(Rurik 
      Spolidoro, 08/10/1946-07/03/2002) 
    
Un nuovo buco nero.....
Un 
  altro maledetto funerale!
  E' morto mio cugino Rurik. Un ottimo cugino, un cugino più giovane di 
  me ed assai probabilmente anche migliore.
  Sono andato al funerale in treno, da Genova a Pinerolo, rifiutandomi con le 
  più astruse giustificazioni di viaggiare in macchina con zii o cugini 
  vari, che con tenero affetto parentale si erano offerti di portarmi (ma tormentato 
  comunque dalle telefonate della Strega, dell'Anaconda e dell'Orso che controllavano 
  a distanza la mia salute). 
  Volevo andare da solo e volevo pensare.
Tutto 
  questo, sorvolando con squallido egoismo sul dolore di mia zia Livia e dei miei 
  nipoti Ryan e Ronnie (la madre ed i figli di mio cugino), mi fa incazzare davvero 
  ammorte!
Rurik era un cugino grande in tutto: cento e rotti chili di gigante barbuto, intelligente, capriccioso ma prudente, amante della vita ma rispettoso dei suoi doveri, gran cavallerizzo, manager abile e capace.
Ricco di grandi doti intellettuali ed umane e con superbi, 
  inarrestabili appetiti ma, come molti piemontesi, dotato di una scelta di tempo, 
  di una misura e di un senso del limite che lo rendevano per me speciale.
 Per me, che sono un campionario di carenze, i suoi pochi difetti 
  erano sopraffatti dai 
  molti pregi e dall'affetto reciproco tra due stronzetti che erano praticamente 
  cresciuti insieme. 
  Apparivano quali piccole ed amabili imperfezioni in un enorme opera d'arte. 
  
  Aveva una mente lucida ed il suo affettuoso "esserci" era per me un 
  consolatorio sostegno.
Non 
  saperlo più presente in questa stramba realtà mi fa sentire parecchio 
  più nudo, assai più debole e non mi piace affatto.
  Mi 
  sento un po' come una sagoma da tiro a segno cui ogni volta con uno sparo strappano 
  un buco e, nel caso di mio cugino, si tratta di un buco molto grosso.
 
  E pensare che persino il suo nome avrebbe potuto essere il mio: quando mio 
  zio Rurik era prigioniero a Gusen quella bella strega della mia nonna paterna, 
  la Mimilì (quattro figli, due mariti ed una caterva di pretendenti), 
  si presentò agitatissima una mattina a mia madre (siamo nei primi del 
  1945) dicendole
 
  :"Flora , ho sognato che mi trovavo in un forno da panettiere ed il fornaio 
  si è girato estraendo dalla bocca del forno un grande pane bianco.

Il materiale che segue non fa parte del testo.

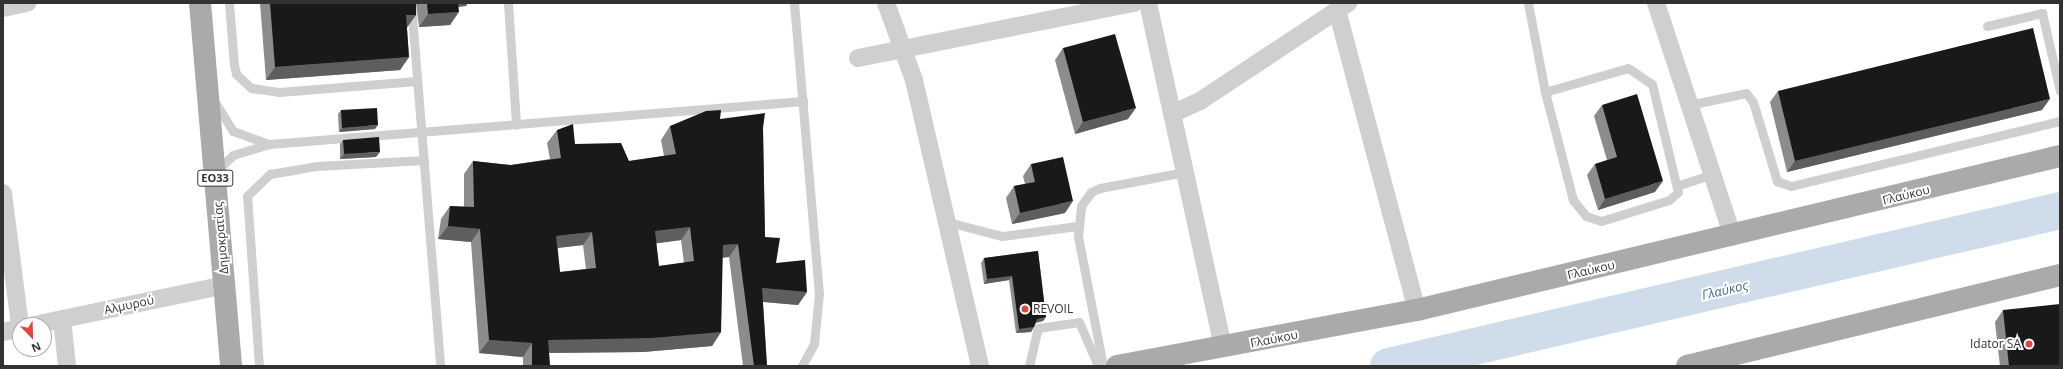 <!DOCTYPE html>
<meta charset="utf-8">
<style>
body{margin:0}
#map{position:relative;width:2063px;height:369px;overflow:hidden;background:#fff;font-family:"Open Sans",sans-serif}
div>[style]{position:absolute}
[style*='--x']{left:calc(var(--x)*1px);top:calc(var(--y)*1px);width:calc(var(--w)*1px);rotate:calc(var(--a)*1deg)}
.river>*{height:37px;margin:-18.5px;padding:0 18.5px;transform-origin:18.5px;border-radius:18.5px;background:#cfddeb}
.lane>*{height:9px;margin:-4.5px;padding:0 4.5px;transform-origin:4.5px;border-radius:4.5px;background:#cfcfcf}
.street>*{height:18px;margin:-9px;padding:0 9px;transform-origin:9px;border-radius:9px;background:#cfcfcf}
.primary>*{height:22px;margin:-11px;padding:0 11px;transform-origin:11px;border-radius:11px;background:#aaa}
.wall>*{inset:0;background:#8c8c8c}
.shaded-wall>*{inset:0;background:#5e5e5e}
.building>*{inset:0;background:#191919}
.dots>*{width:11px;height:11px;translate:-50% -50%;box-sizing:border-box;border:2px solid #fff;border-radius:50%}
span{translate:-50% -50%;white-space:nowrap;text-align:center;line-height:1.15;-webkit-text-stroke:4px #fff;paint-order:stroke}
.shield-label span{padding:1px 3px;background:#fff;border:1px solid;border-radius:3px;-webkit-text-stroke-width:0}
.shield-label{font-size:11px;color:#323232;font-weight:700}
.street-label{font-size:12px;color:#323232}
.poi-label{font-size:12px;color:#323232}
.left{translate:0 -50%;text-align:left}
.right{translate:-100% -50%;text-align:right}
.water-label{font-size:13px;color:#44698f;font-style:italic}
.frame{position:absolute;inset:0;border:4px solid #323232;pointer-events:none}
.north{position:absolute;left:12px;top:317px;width:40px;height:40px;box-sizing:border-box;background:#fff;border:1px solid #adadad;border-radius:50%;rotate:157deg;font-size:11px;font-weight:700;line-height:16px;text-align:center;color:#323232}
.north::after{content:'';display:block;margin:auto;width:14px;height:18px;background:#d94a43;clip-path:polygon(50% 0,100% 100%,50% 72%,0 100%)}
</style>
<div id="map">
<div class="river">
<div style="--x:1388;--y:366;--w:690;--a:-13.07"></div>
</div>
<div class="lane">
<div style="--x:229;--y:3;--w:62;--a:85.4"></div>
<div style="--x:234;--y:65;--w:9;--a:77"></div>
<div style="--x:236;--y:74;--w:21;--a:43"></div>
<div style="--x:251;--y:88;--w:28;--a:8"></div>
<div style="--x:279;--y:92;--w:138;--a:-4.6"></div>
<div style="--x:411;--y:3;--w:364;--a:85.4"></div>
<div style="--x:508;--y:3;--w:122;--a:86.2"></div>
<div style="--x:794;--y:3;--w:291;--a:85.1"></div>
<div style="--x:819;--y:293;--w:51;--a:95.6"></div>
<div style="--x:814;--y:344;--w:25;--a:119"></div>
<div style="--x:1528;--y:3;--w:91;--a:79.2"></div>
<div style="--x:1987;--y:26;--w:57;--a:-13.3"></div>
<div style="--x:2042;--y:13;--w:80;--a:77"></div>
<div style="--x:1628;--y:68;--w:29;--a:34"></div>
<div style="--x:1652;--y:84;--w:111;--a:76.5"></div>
<div style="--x:1678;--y:192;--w:12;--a:138"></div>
<div style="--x:1669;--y:200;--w:71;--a:162.8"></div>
<div style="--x:1601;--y:221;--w:16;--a:-162"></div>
<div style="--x:1586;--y:216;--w:21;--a:-129"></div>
<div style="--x:1573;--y:200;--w:112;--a:-104.5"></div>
<div style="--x:1545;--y:92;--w:86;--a:-16.1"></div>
<div style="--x:216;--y:104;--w:32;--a:58"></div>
<div style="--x:233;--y:131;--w:37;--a:20"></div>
<div style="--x:1689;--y:105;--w:58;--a:-11.9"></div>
<div style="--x:1746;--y:93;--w:11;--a:52"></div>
<div style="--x:1753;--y:102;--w:83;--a:73.1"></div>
<div style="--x:1777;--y:181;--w:15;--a:20"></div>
<div style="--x:1791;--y:186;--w:277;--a:-13.6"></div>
<div style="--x:218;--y:170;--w:21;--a:-45"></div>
<div style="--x:233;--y:155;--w:38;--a:-17"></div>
<div style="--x:269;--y:144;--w:536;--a:-4.6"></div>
<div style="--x:1679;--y:185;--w:35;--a:-18"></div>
<div style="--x:948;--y:222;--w:56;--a:14.5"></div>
<div style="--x:1002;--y:236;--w:76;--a:-7.6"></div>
<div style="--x:259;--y:366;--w:170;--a:-94"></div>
<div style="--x:247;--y:196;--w:32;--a:-44"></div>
<div style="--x:270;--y:174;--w:48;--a:-9.7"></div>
<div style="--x:317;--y:166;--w:107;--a:-3.2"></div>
<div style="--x:1029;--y:366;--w:39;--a:-77"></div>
<div style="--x:1038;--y:328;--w:41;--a:-8.3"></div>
<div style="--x:1079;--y:322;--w:48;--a:66.6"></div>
<div style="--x:1103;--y:366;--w:132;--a:-100.9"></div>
<div style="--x:1078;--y:236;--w:30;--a:-84"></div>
<div style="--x:1081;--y:206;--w:17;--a:-54"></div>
<div style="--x:1091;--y:192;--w:10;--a:-24"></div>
<div style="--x:1100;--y:188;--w:86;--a:-10.7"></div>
</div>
<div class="street">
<div style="--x:886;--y:3;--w:82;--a:70"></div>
<div style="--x:914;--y:80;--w:294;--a:77"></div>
<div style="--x:1148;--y:3;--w:353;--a:77.7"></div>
<div style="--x:1656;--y:3;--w:246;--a:71.8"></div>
<div style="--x:3;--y:8;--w:25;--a:-12"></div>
<div style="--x:1337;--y:10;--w:310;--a:75.1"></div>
<div style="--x:858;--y:58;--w:281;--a:-11.3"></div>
<div style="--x:1172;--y:114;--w:31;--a:-25"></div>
<div style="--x:1200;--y:101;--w:178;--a:-33.5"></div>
<div style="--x:3;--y:193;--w:133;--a:82.7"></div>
<div style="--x:62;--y:319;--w:47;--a:83.9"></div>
<div style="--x:34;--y:325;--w:195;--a:-11.8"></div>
<div style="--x:3;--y:332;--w:17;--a:-13"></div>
</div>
<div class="primary">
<div style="--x:200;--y:3;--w:364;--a:85.1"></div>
<div style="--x:1117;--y:366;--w:305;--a:-10.6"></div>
<div style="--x:1417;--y:310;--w:661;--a:-13.47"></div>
<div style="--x:1687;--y:366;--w:384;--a:-13.7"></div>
</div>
<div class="wall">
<div style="clip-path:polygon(260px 3px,416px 3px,416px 15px,407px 28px,409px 57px,400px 70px,266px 80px)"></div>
<div style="clip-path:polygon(416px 3px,468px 3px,466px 6px,459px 7px,450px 25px,419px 27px)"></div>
<div style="clip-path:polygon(1063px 48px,1128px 119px,1075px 134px,1055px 60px)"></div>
<div style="clip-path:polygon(1778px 91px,2042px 110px,1787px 172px,1770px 102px)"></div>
<div style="clip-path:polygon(1602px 105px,1655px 192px,1598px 210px,1587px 175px,1595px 164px,1607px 160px,1594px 116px)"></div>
<div style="clip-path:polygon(341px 110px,375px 129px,339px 132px,338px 114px)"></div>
<div style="clip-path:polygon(evenodd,720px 119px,763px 128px,765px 237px,776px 263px,807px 292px,798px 305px,763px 302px,767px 366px,743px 366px,729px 257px,722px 258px,721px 332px,712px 346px,643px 352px,549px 353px,550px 366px,523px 366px,523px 357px,479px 353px,471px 242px,438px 239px,441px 219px,450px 206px,464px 207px,464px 174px,473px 161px,511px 165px,550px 159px,547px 143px,557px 130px,575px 144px,629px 161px,664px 156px,661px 140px,670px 126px,720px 119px,681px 240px,684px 263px,659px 266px,656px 243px,681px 240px,720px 119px,583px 245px,586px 269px,560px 272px,558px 248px,583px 245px)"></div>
<div style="clip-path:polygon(343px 140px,376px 157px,340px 159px,340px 144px)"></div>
<div style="clip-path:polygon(1031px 164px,1065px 213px,1012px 224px,1006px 198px,1014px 186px,1025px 184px,1023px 176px)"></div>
<div style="clip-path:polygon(1038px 251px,1046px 317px,1043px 321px,1036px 323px,1031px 332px,1016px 333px,1009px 280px,984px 284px,981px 263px,984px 258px)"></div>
<div style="clip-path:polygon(2003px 310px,2060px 366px,2000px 366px,1995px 322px)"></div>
</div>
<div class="shaded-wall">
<div style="clip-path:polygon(452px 3px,468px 3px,466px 6px,449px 7px)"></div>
<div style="clip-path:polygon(459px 12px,450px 25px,419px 27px,428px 14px)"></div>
<div style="clip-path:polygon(406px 15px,416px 15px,407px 27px,397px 28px)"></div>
<div style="clip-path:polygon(409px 57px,400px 70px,266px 80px,275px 67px)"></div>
<div style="clip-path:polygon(2050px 99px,2042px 110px,1787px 172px,1795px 161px)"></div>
<div style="clip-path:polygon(1136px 108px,1128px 119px,1075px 134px,1083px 122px)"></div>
<div style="clip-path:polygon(378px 125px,375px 129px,339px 132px,342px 128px)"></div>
<div style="clip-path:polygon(380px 152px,376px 157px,340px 159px,344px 154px)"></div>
<div style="clip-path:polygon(1663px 181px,1655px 192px,1598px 210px,1605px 199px)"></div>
<div style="clip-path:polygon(1073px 201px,1065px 213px,1012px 224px,1020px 213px)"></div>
<div style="clip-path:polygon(448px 226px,480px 229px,471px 242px,438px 239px)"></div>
<div style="clip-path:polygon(690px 227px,681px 240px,645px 245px,655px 231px)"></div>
<div style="clip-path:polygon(592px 232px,583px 245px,547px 249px,556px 236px)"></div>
<div style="clip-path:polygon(738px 244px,729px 257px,713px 258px,723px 245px)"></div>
<div style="clip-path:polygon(1012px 276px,1009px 280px,984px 284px,987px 279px)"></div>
<div style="clip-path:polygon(762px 288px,807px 292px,798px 305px,753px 301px)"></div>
<div style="clip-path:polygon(1046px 317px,1043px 321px,1034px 323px,1037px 319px)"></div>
<div style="clip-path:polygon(1034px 327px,1031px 332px,1016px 333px,1019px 329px)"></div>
<div style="clip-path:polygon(721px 332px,712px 346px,643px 352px,538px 353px,548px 340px)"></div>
<div style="clip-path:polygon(489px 340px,532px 343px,523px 357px,479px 353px)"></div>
</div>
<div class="building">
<div style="clip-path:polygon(270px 3px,416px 3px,416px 15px,406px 15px,409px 57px,275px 67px)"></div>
<div style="clip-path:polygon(427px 3px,458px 3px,459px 12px,428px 14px)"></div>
<div style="clip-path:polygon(2033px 28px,2050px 99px,1795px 161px,1778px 91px)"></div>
<div style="clip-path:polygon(1115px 34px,1136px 108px,1083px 122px,1063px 48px)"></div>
<div style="clip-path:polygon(1637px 94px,1663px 181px,1605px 199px,1595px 164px,1617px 157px,1602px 105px)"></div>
<div style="clip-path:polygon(377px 108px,378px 125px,342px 128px,341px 110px)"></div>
<div style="clip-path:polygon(evenodd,721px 110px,720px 119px,765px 113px,763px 128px,765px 237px,780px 238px,776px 263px,805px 260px,807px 292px,762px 288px,767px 366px,754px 366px,738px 244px,723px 245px,721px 332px,652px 338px,548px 340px,550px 366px,532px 366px,532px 343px,489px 340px,480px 229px,448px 226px,450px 206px,474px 207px,473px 161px,511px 165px,561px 158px,557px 130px,573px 124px,575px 144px,621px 143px,629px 161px,676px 154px,670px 126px,706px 111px,721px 110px,690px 227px,694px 261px,659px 266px,655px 231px,690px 227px,721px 110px,592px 232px,596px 268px,560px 272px,556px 236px,592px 232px)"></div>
<div style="clip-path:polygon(379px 137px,380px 152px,344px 154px,343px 140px)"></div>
<div style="clip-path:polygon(1063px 157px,1073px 201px,1020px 213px,1014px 186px,1035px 182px,1031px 164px)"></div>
<div style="clip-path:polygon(1038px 251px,1046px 317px,1037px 319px,1034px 327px,1019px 329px,1012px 276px,987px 279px,984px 258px)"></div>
<div style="clip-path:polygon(2060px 304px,2060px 366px,2009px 366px,2003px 310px)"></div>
</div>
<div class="dots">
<div style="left:1025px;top:309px;background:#d94a43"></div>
<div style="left:2029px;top:344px;background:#d94a43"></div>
</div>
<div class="shield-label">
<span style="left:215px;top:178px">ΕΟ33</span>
</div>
<div class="street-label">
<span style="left:1906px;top:195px;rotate:-14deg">Γλαύκου</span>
<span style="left:221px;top:238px;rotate:-95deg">Δημοκρατίας</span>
<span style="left:1591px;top:270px;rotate:-13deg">Γλαύκου</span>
<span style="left:129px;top:305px;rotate:-12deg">Αλμυρού</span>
<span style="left:1274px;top:339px;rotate:-11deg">Γλαύκου</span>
</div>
<div class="poi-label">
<span class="left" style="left:1033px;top:309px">REVOIL</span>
<span class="right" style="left:2021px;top:344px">Idator SA</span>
</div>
<div class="water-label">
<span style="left:1725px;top:290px;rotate:-13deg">Γλαύκος</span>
</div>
<div class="frame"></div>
<div class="north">N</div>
</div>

Era 
  San Pietro che mi ha dato il pane e mi ha detto < Tieni, dallo a Flora. Questo 
  è Rurik!> . Il sogno vuol dire che Tu aspetti un figlio e che Tuo 
  fratello Rurik è morto." 
Mia 
  madre, che non voleva nemmeno pensare che il suo straordinario ed amato fratello 
  (che aveva cresciuto ed adorato) fosse morto, chiuse la mente persino alla mia 
  uterina esistenza e, quando fu il momento, mi chiamò Marco (nomen omen, 
  dalla radice sanscrita "mar" , colui che spezza, il frantumatore, 
  il rompitore. La stessa radice del dio della guerra, "Marte", e di 
  Martedì). 
  Così il nome di Rurik andò al mio gigantesco cugino, nato sei 
  mesi più tardi e figlio di mio zio Elmyr (uno dei cinque fratelli di 
  mia madre) e di mia zia Livia.
Per qualche tempo , conosciuta questa strana favola da fattucchiere e sciamani, ho persino rimpianto di non aver quel nome ed ho quasi invidiato mio cugino che lo portava con garbo e buon senso.
Ora riconosco che non avrei potuto far meglio di Lui e li rimpiango entrambi: lo zio che ho conosciuto solo attraverso scritti e racconti ed il cugino che stimavo ed amavo come un fratello.